Several studies (see review in [15]) have found that FIASMAs have anti-SARS-CoV-2 properties, notably amlodipine.
Among the different FIASMAs, selective serotonin reuptake inhibitors (SSRI), notably fluvoxamine and fluoxetine, are the most studied drugs. Several in vitro studies have reported that fluoxetine inhibited the entry and propagation of SARS-CoV-2 in the cell culture model without cytotoxic effects [16,17], and two studies have found that combination therapy including fluoxetine exerts antiviral effects against SARS-CoV-2. The first study [18] reported that a combined treatment with fluoxetine and GS-441524, the principal serum metabolite of remdesivir, displayed antiviral effects against three SARS-CoV-2 variants in vitro. The second study [19] tested the fluoxetine–remdesivir combination on the SARS-CoV-2 replication in vitro and found impaired viral replication with combination treatment to be well-tolerated. Several clinical retrospective and prospective studies have been reported, suggesting that fluvoxamine and fluoxetine could be a potential treatment of COVID-19. However, important methodological limitations of the different studies mean they should be interpreted with caution [20].
The studies on amlodipine comprised five in silico studies, three in vitro studies, and five clinical studies. There were four retrospective studies [6,21,22,23] and only one prospective study [24] that showed a more favorable outcome in four of the five studies for subjects treated with amlodipine compared to those not treated with amlodipine (see discussion for detailed descriptions of the studies). The effect of FIASMAs is related to the duration of the prescription within the study. The elimination half-life of amlodipine ranges from 30 to 50 h, therefore a duration of at least 9 to 15 days (7 half-lives) is required.
The characteristics of the clinical studies examining the relationship between amlodipine and mortality are summarized in Table S1. Unfortunately, there are not any studies exploring the mortality rate only for inpatients with hypertension and COVID-19 infection, with chronic prescription of amlodipine, taking into account the comorbidities and confounding covariables.
In order to meet the limitations of the previous retrospective studies we have performed a new analysis of our retrospective cohort study [22].

2. Results

Of the participants, 184 with hypertension were retained (see Table 1). Of these 184 participants, 55 were treated with amlodipine (before the infection) and 129 received either antihypertensive drugs (including amlodipine prescribed after the hospitalization, and 22 patients receiving at least one another FIASMA) or had no antihypertensive drugs.

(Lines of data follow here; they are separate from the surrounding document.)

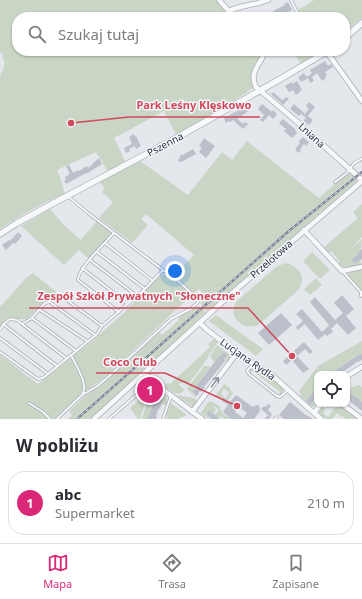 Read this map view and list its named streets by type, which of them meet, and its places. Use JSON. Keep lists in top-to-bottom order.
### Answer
{
  "streets": {
    "street": [
      "Lniana",
      "Pszenna",
      "Przelotowa",
      "Lucjana Rydla"
    ]
  },
  "crossings": [
    ["Lniana", "Pszenna"],
    ["Lniana", "Przelotowa"],
    ["Przelotowa", "Lucjana Rydla"]
  ],
  "places": ["Park Leśny Klęskowo", "Zespół Szkół Prywatnych \"Słoneczne\"", "Coco Club"],
  "page": {
    "search": "Szukaj tutaj",
    "pins": "1",
    "heading": "W pobliżu",
    "list": [
      {
        "mark": "1",
        "name": "abc",
        "note": "Supermarket",
        "value": "210 m"
      }
    ],
    "nav": ["Mapa", "Trasa", "Zapisane"]
  }
} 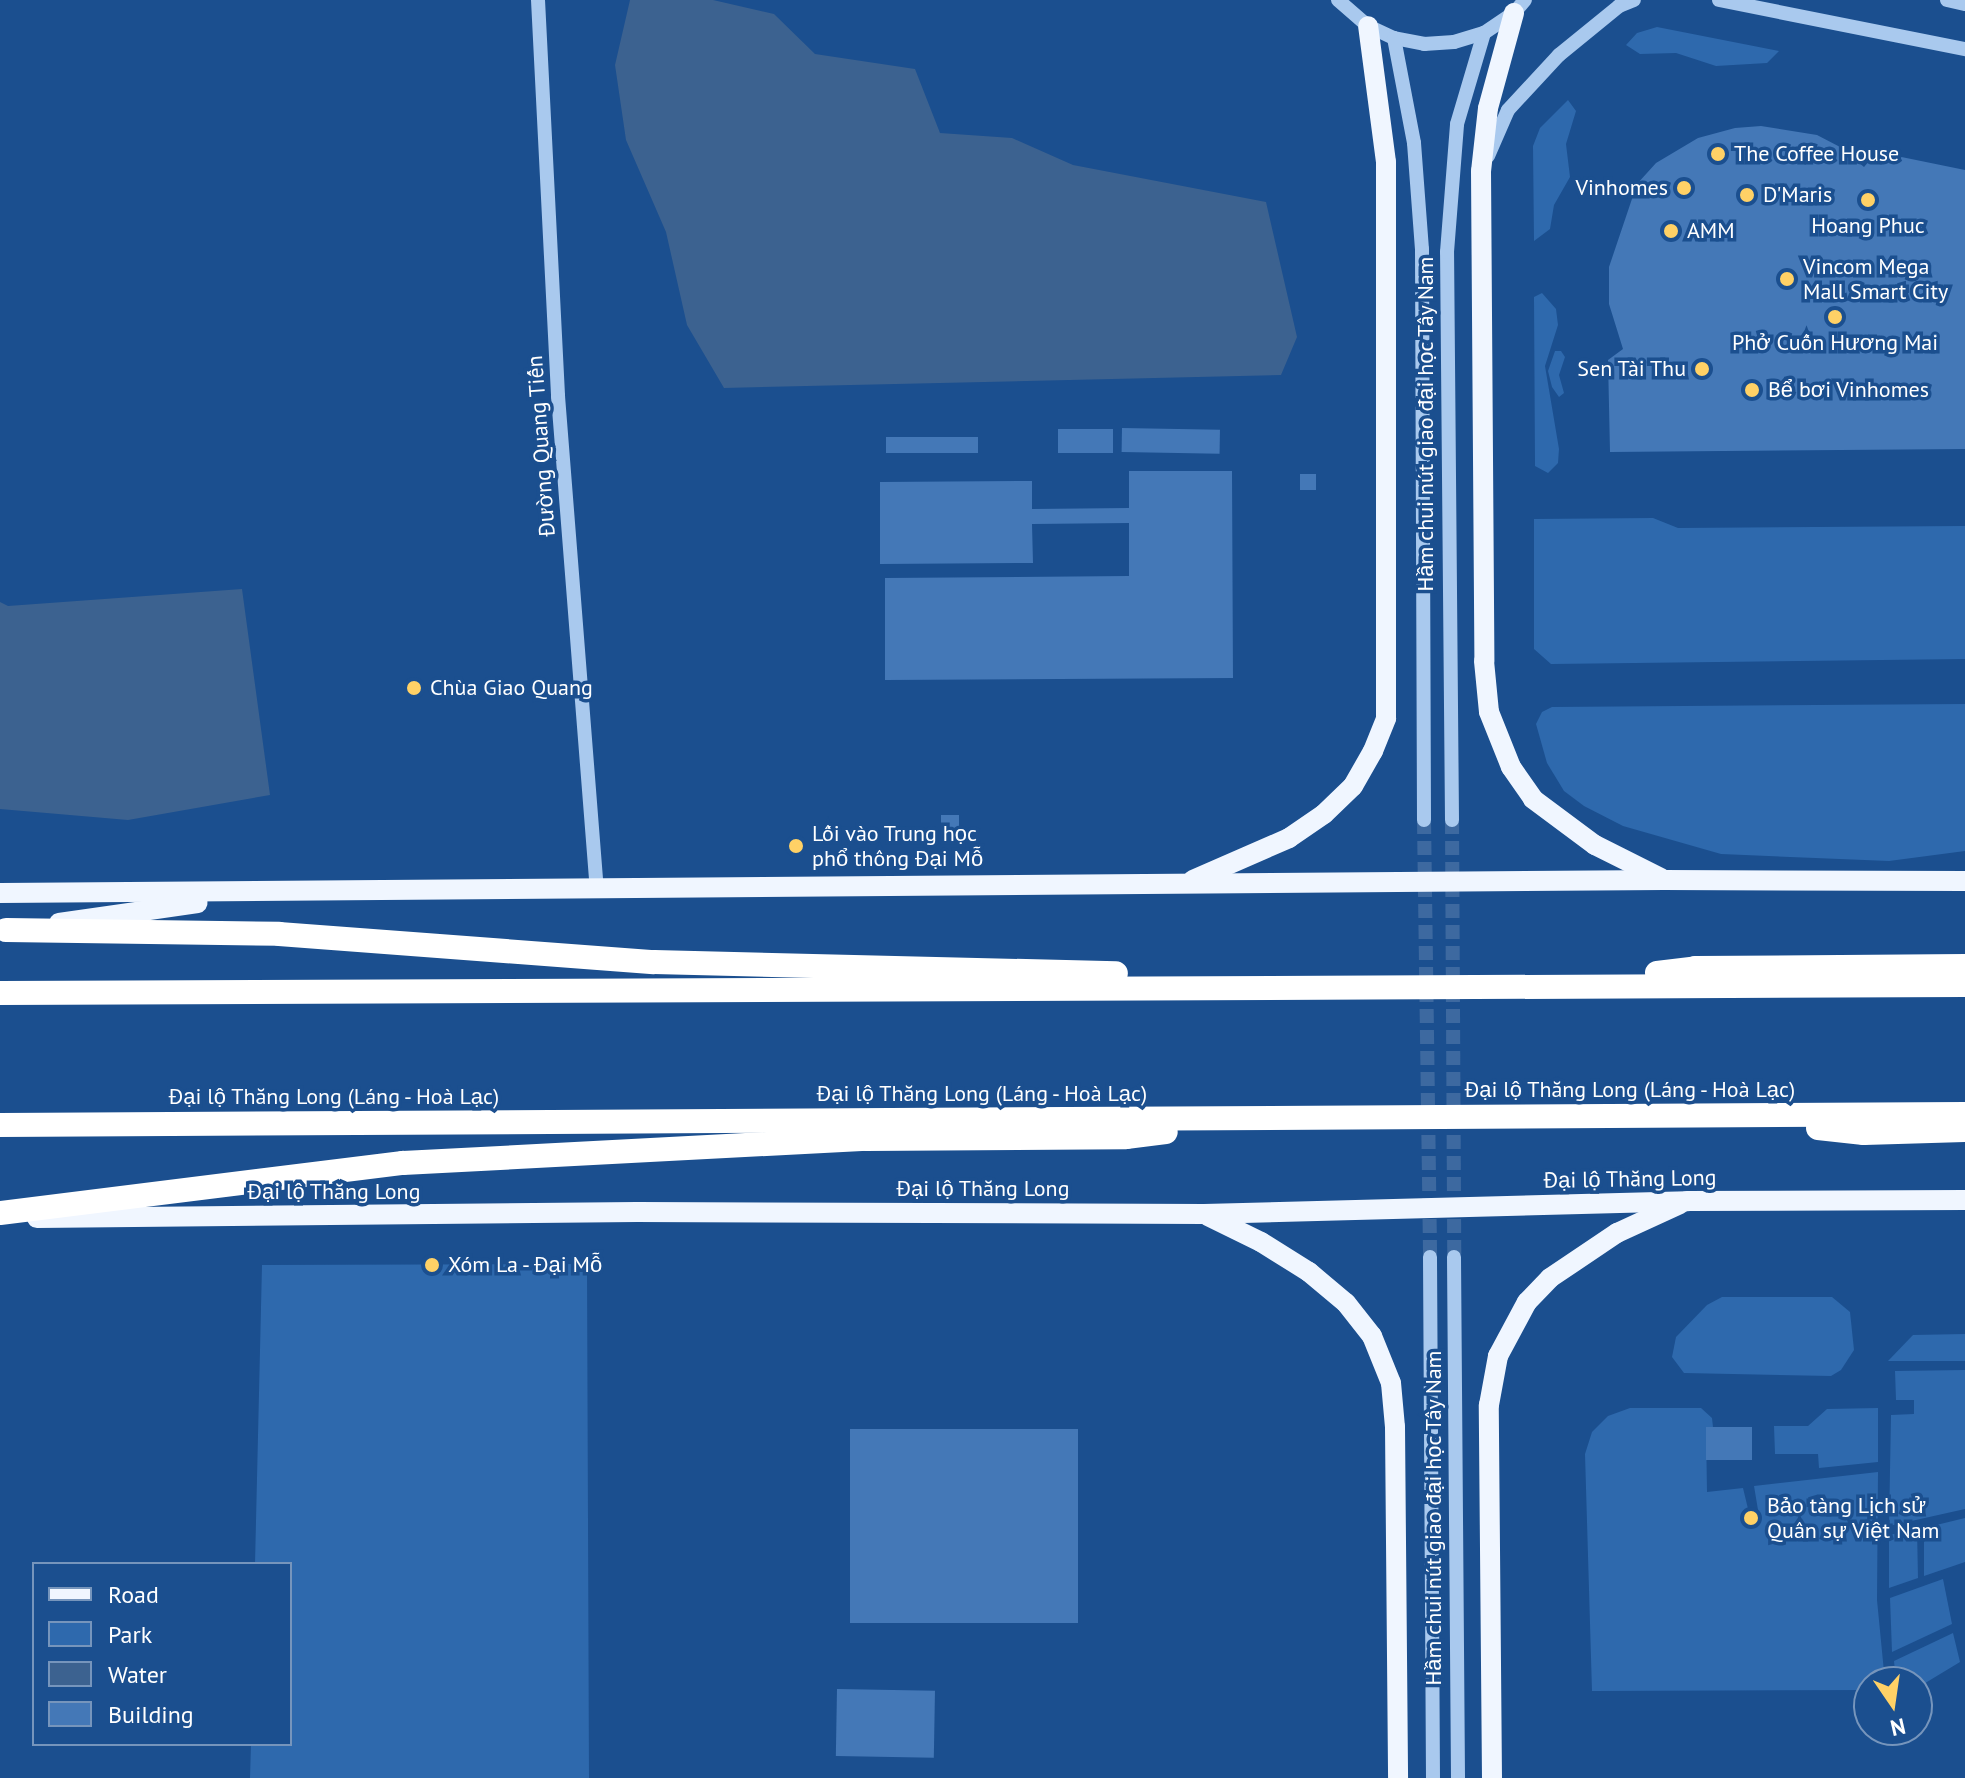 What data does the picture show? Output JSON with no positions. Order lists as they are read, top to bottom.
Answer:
{
  "streets": {
    "highway": ["Đại lộ Thăng Long (Láng - Hoà Lạc)"],
    "main road": ["Đại lộ Thăng Long"],
    "street": ["Hầm chui nút giao đại học Tây Nam", "Đường Quang Tiến"]
  },
  "places": [
    "The Coffee House",
    "Vinhomes",
    "D'Maris",
    "Hoang Phuc",
    "AMM",
    "Vincom Mega Mall Smart City",
    "Phở Cuốn Hương Mai",
    "Sen Tài Thu",
    "Bể bơi Vinhomes",
    "Chùa Giao Quang",
    "Lối vào Trung học phổ thông Đại Mỗ",
    "Xóm La - Đại Mỗ",
    "Bảo tàng Lịch sử Quân sự Việt Nam"
  ],
  "legend": [
    "Road",
    "Park",
    "Water",
    "Building"
  ],
  "north": "bottom"
}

For the first analysis (55 Amlodipine versus 129 n-Amlodipine), five univariate logistic regressions reported significant associations between mortality and age, chronic kidney disease, malignant neoplasm, dementia, and amlodipine status. All five significant predictors were introduced in the multivariate logistic regression analysis. The regression was significant (Chi square (5) = 29.11; p < 0.0001). Chronic kidney disease and malignant neoplasm were significant predictors, the odds ratio with 95% confidence interval (95% CI) were, respectively, 2.16 (95% CI: 1.04–4.5; p = 0.039) and 2.46 (95% CI: 1.01–6.01; p = 0.047). For amlodipine status the odds ratio was 0.29 (95% CI: 0.11–0.74; p = 0.009) (see Table 2).

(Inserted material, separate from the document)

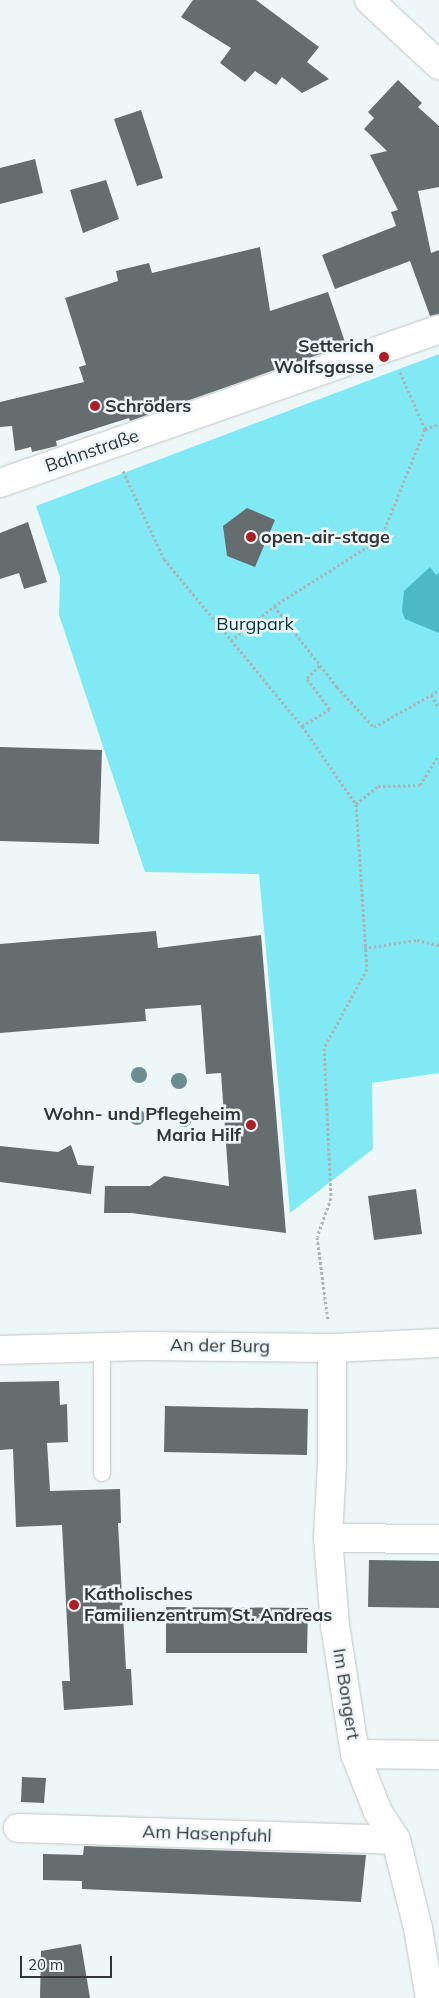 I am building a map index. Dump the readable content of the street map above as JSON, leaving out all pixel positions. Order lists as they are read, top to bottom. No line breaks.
{"streets":{"street":["Bahnstraße","An der Burg","Im Bongert","Am Hasenpfuhl"]},"crossings":[["An der Burg","Im Bongert"],["Im Bongert","Am Hasenpfuhl"]],"parks":["Burgpark"],"places":["Setterich Wolfsgasse","Schröders","open-air-stage","Wohn- und Pflegeheim Maria Hilf","Katholisches Familienzentrum St. Andreas"],"scale_bar":"20 m"} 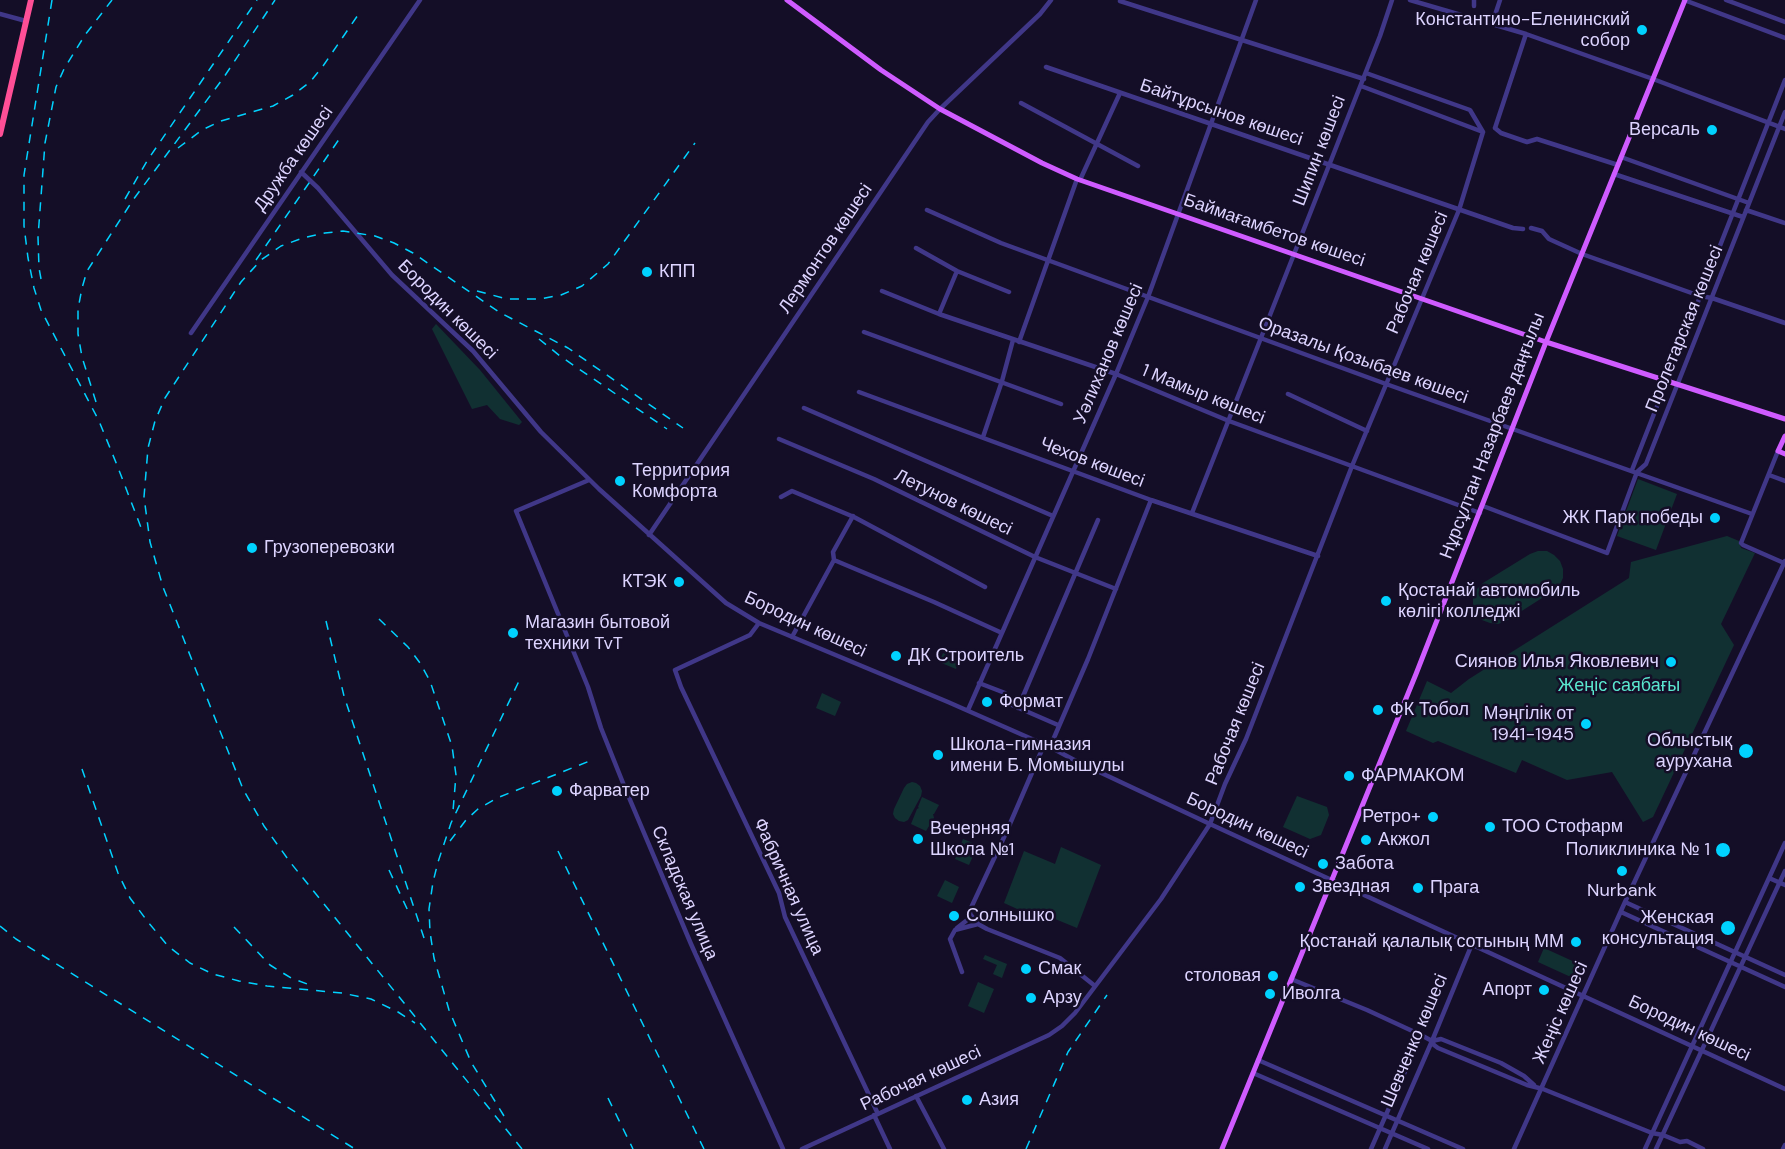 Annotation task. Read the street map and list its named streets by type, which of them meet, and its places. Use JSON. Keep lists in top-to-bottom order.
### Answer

For the second analysis (55 Amlodipine versus 107 n-Amlodipine and n-other FIASMAs), five univariate logistic regressions reported significant associations between mortality and age, chronic kidney disease, malignant neoplasm, dementia, and amlodipine status. All five significant predictors were introduced in the multivariate logistic regression analysis. The regression was significant (Chi square (5) = 26.66; p < 0.0001). Chronic kidney disease and malignant neoplasm were significant predictors, as well as amlodipine status. The odds ratio with 95% confidence interval (95% CI) were, respectively, 2.47 (95% CI: 1.09–5.58; p = 0.028) and 3.11 (95% CI: 1.16–8.31; p = 0.022). For amlodipine status the odds ratio was 0.3 (95% CI: 0.11–0.78; p = 0.013) (see Table 2).

3. Discussion

The main result of the present study is a significant relationship between chronic intake of amlodipine and decreased mortality in inpatients with hypertension and COVID-19 infection. This significant relationship was found in unadjusted analyses as well as in adjusted analyses, taking into account sociodemographic variables and comorbidities. The results of the present study could suggest a protective effect of chronic intake of amlodipine in patients with COVID-19.

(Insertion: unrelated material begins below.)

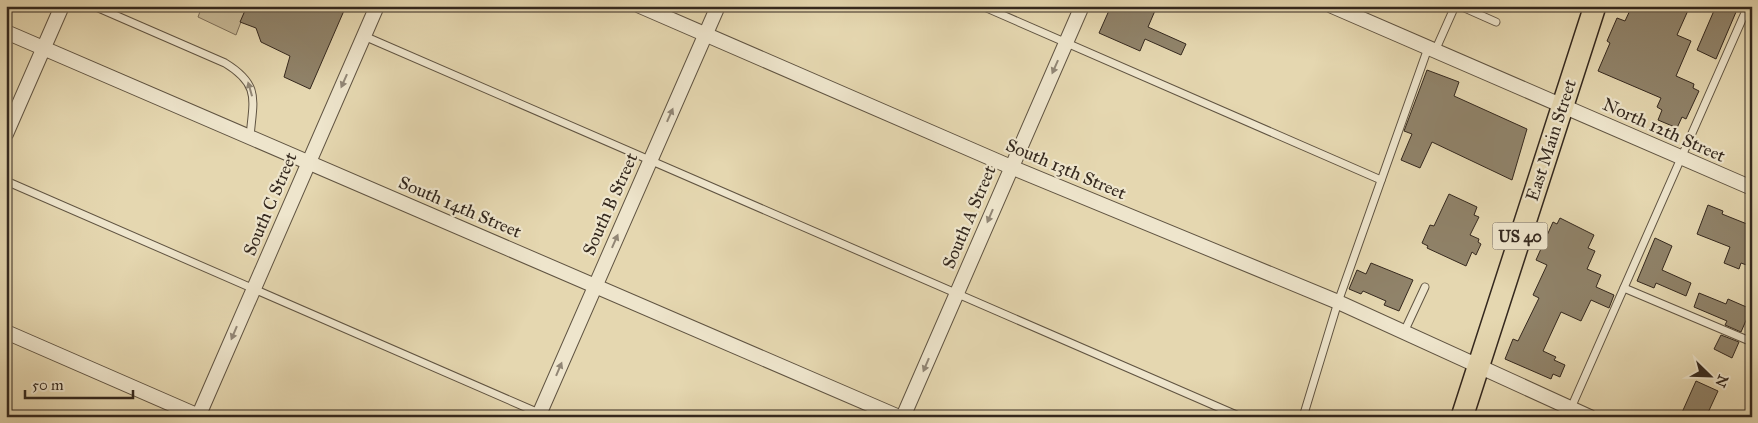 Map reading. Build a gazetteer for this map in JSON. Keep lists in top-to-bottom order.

Six in vitro studies reported that several CCBs, notably amlodipine, could be candidates in the treatment of SARS-CoV-2.
The first study [6] tested whether CCBs can inhibit SARS-CoV-2 replication. Vero E6 cells were treated with a panel of nine CCBs (benidipine, amlodipine, cilnidipine, nicardipine, nifedipine, isradipine, nimodipine, nisodipine, felodipine) and then infected with SARS-CoV-2. Benidipine, amlodipine, cilnidipine, and nicardipine showed more significant effect, and antihypertensive drugs angiotensin II receptors blockers (ARBs) and angiotensine-concerting enzyme inhibitors (ACEIs) did not show an in vitro anti-SARS-CoV-2 effect.
The second study [7] screened 2000 approved drugs and found that 17 could be inhibitors of the main protease (Mpro) of SARS-CoV-2. These 17 drugs were tested in vitro (kinetic assay) for Mpro inhibition. Among the 17 drugs, 5 provided IC50 values below 40 μΜ: manidipine, boceprevir, lercanidipine, bedaquiline, and efonidipine.
The third study [8] screened 1700 USA FDA-approved using human coronavirus strain OC43 to identify drugs with anti(corona)viral effects. The retained compounds were screened for their inhibition of SARS-CoV-2 using Vero cells. Twenty anti-SARS-CoV-2 drugs were retained, including two CCBs: amlodipine and fendiline.
The fourth study [9] screened 1971 FDA-approved drugs using a nano-luciferase SARS-CoV-2 tag. Thirty-five drugs, including manidipine, reduced replication in vero cells and human hepatocytes when infected prior to SARS-CoV-2.
The fifth study [10] selected five drugs from different classes that all inhibit high voltage-activated Ca2+ channels of L-type (three dihydropyridines: amlodipine, nifedipine, felodipine; phenylalkylamine: verapamil; benzothiazepine: diltiazem). Vero E6 cells were infected with SARS-CoV-2. Amlodipine, felodipine, and nifedipine were highly selective against SARS-CoV-2.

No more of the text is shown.